“No. Guess he doesn’t. So what do you want? Why are you suddenly back? Last time we had words, you were throwing a set of keys at my face and telling me to fuck off.”
Kat steps into me, her crossed arms bumping my chest, and for the second time today, I’m having a fucking showdown with a Danforth woman.
“What’s it to you?” she asks.
I sigh. “Why you talking to me like I’m your enemy, Kat? You wanna compete for biggest asshole, I’d say the shit you pulled at the Slam makes you the winner. Your sister practically had a fucking heart attack, and I almost got my ass beat because of you.”
She arches an eyebrow. “Almost?”
“I won, didn’t I? What was that? A test? See if someone would put themselves in front of a fist to protect you?”
She doesn’t answer. Doesn’t move.
“Well, did I pass?”
“You think that was about you?”
“Wasn’t it? Or was that little visit you paid me in my shower a couple days ago about someone else?”
Kat finally drops her eyes and takes a step back, putting some distance between us. “I just wanted…”
“Wanted what?”
“I don’t know.
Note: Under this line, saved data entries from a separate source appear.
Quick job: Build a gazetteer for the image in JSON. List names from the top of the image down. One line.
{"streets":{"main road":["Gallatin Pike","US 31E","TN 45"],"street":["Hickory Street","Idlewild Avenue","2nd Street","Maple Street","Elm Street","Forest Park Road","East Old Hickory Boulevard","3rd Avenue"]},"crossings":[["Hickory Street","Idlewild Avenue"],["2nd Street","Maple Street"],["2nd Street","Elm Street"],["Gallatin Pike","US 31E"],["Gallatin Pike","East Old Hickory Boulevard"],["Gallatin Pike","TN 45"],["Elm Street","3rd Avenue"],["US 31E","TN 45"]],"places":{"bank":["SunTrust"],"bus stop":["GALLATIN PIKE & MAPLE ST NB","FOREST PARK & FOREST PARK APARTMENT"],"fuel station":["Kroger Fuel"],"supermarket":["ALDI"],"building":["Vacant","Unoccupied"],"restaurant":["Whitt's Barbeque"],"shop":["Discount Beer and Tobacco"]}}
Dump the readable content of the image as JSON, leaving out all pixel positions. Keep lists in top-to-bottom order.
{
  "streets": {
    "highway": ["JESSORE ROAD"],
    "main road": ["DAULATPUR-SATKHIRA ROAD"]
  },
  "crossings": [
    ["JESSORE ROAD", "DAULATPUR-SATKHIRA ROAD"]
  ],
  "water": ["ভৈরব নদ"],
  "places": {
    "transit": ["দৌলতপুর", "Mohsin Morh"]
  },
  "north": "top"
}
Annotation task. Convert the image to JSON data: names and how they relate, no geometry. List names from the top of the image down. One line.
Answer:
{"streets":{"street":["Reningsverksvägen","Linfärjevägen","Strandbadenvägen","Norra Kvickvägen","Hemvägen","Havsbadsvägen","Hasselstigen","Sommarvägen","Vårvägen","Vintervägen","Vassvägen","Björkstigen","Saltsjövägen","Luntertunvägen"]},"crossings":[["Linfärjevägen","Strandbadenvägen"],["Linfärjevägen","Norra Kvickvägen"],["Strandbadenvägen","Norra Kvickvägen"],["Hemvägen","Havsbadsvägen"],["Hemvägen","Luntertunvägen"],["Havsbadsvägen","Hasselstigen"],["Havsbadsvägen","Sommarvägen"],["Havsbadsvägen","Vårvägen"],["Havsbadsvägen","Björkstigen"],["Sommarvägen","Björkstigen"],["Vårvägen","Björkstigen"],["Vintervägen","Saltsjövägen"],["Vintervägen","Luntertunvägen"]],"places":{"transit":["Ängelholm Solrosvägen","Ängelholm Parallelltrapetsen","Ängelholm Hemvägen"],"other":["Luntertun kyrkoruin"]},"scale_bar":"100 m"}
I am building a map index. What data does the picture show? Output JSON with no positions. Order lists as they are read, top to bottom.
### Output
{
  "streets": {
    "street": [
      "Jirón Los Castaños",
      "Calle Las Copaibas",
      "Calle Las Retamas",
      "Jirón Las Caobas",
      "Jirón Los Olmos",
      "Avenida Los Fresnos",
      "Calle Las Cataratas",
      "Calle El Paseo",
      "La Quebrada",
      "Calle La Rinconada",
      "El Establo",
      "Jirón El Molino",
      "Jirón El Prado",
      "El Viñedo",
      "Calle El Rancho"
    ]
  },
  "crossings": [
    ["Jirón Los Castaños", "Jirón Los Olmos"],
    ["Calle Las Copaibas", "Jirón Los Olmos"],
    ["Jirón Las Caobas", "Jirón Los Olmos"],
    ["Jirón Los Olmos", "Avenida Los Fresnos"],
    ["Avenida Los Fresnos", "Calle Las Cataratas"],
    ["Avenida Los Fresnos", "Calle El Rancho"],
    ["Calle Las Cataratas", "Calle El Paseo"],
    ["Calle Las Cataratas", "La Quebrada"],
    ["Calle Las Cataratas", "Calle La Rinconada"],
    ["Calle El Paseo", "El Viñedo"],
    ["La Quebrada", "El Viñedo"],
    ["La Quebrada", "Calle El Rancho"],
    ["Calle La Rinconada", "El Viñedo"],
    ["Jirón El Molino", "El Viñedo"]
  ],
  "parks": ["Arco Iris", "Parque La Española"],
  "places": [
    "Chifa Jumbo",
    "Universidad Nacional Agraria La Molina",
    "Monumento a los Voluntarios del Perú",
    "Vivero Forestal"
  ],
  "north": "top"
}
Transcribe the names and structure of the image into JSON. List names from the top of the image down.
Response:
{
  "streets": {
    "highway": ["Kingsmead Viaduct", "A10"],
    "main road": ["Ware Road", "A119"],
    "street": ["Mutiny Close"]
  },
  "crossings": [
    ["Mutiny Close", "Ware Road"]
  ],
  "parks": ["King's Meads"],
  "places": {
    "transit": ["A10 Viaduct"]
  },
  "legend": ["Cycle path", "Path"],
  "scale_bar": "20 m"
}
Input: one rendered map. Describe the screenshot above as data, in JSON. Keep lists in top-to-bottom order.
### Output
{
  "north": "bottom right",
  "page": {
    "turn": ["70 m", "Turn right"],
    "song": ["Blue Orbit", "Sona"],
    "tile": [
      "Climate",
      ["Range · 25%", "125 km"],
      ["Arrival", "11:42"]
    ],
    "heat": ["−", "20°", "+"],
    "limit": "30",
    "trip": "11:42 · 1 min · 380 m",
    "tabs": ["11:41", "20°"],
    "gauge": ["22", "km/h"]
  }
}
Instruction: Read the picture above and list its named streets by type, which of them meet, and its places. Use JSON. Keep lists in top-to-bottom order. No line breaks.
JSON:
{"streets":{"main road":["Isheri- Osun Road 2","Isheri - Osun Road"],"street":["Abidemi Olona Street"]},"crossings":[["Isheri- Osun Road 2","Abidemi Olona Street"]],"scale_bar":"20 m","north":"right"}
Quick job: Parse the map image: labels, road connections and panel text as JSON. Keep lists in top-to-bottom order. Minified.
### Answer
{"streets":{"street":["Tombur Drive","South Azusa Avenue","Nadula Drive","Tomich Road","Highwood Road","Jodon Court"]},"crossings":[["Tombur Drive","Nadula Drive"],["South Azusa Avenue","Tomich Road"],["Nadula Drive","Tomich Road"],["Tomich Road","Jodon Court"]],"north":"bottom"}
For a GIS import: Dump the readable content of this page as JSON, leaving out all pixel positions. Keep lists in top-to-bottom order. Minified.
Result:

To feel something other than this… nothingness.” Her eyes meet mine, and she wraps her arms around her torso. “Do you ever get that? Like you can’t feel? It’s like I’m… numb, I guess. To everything.”
I’m all too familiar with it, yeah. In lockup, I lived the same day over and over again. The same walls, the same sounds pounding at my ears, the same faces and iron bars. It’s enough to make a man lose his mind. So I learned to turn it off, detach, disassociate. It’s how I survived. It was only four years, but it felt like ten. But maybe it would have felt longer if I hadn’t been so good at shutting off my brain.
“Yeah,” I admit. “Yeah, I’ve felt that.”
“What do you do? How do you fix it?”
Locked up, there wasn’t much I could do but welcome the numbness. But out here, it’s rare that feeling creeps in. Living this life, leading my men, knowing that at any moment, I’m one bullet away from being put into the ground, that’s what drives me. Out here, I survive on violence and adrenaline. And as wrong as it sounds, it’s how I keep my head on straight. How I remind myself I’m still breathing.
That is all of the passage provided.